Ya bu delegasyonun peşine takılıp Fransa’ya giden CHP Samsun milletvekili Haluk Koç’a ne buyrulur? Bir zamanlar CHP’nin genel başkan adayı da olmuş bu politikacı, Paris’te Sosyalist Enternasyonel’deki kontaklarını kullanarak sol politikacılarla mı görüştü? Görüşmesi gerekirdi, çünkü solun yasaya ikinci onayı verecek Senato’da çoğunluğu var. Bu konudaki son oylamada da bu tür bir yasanın ortadan kalkması, Fransız senatosonda olmuştu. Görüştüyse bile Fransız Sol’unun Haluk Koç’a verecek desteği yok, çünkü CHP’nin, Sosyalist Enternasyonel içinde “Sosyal Demokrat bir partinin gereklerini yerine getirmediği” için yıllardır en büyük tenkitler Fransız ve İskandinav solundan geliyor. Bu Samsun Milletvekili Beyefendi mecliste temsil ettiği Samsun ili için hangi etnik azınlıklar çalışmasını yapmış ve partisi ve kamuoyu ile paylaşmış ki, Fransa’da herhengi bir kişi kendisini ciddiye alsın. Mesela, benim çocukluğumda adı “Matsyon” olan Samsun’un o güzelim sahil şeridinin adının sistematik olarak neden devamlı yok edilmeye çalışıldığını mı bize açıkladı? Yine mesela, benim çocukluğumda ilkokula başladığım Samsun’un Vezirköprü Kazası’nda tek tük de olsa, bir Ermeni azınlık kalmıştı. Bugün Vezirköprü’de tek bir Ermeni dahi bulabileceğinizi sanmıyorum. Samsun Milletvekili Haluk Koç yıllardır temsil ettiği vilayetinin hangi etnik azınlık sorununa ne ilgi gösterip, hangi yaralarına melhem oldu ki, milletlerarası platformlarda, bir insan hakkı konusunda sözüne itibar edilsin?

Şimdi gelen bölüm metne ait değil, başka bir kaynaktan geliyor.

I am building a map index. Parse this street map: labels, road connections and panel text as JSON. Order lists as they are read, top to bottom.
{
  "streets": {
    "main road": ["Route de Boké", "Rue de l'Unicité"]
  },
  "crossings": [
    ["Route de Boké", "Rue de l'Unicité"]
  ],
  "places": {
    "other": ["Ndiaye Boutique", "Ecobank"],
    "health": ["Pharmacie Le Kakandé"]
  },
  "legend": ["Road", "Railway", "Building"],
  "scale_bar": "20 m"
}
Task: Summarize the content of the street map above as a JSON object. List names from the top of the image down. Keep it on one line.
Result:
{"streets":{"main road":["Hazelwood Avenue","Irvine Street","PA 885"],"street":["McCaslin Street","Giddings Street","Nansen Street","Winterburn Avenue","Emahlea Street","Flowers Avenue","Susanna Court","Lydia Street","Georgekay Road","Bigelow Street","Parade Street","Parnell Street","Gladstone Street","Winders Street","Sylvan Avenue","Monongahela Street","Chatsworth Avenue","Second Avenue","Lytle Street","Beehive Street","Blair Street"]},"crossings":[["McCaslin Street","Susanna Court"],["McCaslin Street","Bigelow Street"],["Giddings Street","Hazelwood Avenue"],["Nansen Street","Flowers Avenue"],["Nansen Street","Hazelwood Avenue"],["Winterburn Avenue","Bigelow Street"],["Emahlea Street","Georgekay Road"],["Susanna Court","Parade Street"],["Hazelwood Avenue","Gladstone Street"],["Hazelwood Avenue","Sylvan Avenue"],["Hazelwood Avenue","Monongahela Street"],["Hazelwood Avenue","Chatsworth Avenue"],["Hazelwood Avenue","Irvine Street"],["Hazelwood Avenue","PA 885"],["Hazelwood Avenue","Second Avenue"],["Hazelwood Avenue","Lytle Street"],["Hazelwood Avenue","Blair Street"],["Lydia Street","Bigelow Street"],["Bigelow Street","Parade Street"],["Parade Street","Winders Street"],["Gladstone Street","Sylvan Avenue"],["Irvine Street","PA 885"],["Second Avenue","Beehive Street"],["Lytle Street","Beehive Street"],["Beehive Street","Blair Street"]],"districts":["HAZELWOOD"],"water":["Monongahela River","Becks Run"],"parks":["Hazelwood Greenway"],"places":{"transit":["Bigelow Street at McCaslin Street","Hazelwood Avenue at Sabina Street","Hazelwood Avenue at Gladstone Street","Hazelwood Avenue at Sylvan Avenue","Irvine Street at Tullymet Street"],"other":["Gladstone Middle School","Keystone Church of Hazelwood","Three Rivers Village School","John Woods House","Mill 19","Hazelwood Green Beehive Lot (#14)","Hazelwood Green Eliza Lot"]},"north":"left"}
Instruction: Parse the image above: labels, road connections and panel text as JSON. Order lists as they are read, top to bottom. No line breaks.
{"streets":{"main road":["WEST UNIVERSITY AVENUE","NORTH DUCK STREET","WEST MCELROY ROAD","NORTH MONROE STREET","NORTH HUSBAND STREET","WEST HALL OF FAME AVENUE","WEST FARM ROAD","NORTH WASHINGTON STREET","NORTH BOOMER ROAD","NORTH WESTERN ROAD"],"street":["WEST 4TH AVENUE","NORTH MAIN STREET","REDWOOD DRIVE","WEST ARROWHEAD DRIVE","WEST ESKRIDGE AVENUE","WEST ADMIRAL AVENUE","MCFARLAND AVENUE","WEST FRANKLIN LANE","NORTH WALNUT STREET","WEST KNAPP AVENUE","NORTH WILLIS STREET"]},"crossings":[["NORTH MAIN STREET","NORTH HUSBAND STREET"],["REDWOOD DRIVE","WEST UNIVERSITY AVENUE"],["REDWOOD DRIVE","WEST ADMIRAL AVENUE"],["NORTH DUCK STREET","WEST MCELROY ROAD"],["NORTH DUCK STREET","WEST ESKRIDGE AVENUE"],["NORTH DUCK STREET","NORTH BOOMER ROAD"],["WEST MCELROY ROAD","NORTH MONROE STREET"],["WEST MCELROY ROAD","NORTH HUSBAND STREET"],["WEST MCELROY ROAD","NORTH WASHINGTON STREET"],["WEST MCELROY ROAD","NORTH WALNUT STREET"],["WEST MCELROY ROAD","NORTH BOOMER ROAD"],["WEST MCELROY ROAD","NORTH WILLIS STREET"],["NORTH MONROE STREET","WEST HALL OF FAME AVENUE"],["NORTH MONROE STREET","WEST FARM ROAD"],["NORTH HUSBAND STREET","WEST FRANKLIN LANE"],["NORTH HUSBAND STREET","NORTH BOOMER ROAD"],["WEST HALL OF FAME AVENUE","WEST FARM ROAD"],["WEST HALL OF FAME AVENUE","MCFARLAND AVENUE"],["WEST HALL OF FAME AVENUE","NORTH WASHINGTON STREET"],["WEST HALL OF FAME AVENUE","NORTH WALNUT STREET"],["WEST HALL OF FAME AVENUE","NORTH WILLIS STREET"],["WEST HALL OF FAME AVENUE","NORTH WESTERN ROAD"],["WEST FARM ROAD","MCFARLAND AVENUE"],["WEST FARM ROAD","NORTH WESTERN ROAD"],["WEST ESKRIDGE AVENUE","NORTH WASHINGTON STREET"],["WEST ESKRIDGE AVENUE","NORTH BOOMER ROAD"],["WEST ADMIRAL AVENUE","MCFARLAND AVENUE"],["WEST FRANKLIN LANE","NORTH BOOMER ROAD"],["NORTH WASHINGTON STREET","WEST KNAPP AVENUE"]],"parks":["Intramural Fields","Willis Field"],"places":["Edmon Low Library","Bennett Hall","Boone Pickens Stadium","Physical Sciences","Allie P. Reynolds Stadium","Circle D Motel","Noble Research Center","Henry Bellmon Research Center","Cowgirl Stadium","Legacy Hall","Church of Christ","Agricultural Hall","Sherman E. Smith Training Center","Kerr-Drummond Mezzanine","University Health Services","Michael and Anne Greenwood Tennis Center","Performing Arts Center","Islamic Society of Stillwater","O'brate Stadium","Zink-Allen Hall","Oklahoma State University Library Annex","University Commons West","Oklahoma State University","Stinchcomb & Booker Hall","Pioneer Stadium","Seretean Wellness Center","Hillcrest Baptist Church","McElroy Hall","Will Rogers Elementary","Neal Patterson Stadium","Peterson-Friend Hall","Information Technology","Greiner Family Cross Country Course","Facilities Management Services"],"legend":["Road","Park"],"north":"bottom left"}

“Fransa Bedelini Çok Ağır Öder”, boş laf. Fransa Cumhurbaşkanı, Türkiye Cumhurbaşkanı’nın telefonuna dahi çıkmadı! Buraya yazıyorum: Fransa hiçbir bedel falan ödemez, hatta Türkiye’de koparılan fırtına umurunda bile olmaz. Yüksek egolu iki politikacı olan Sarkozy ve Erdoğan birbirlerine bağırarak, iç politikalarında puan toplarlar; Ermeni sorunu bir adım bile ilerlemez, diyaspora kendini iyi hisseder, bir zafer kazandık zanneder, Ermenistan’daki iktidar güçlenir ve boykot için sırada hangi ülke var diye bakmaya başlar. Türkiye’deki yıllardır sindirilmiş ve yok olma noktasına yaklaşan Ermeni azınlık ise; kendini daha da tehdit altında hisseder.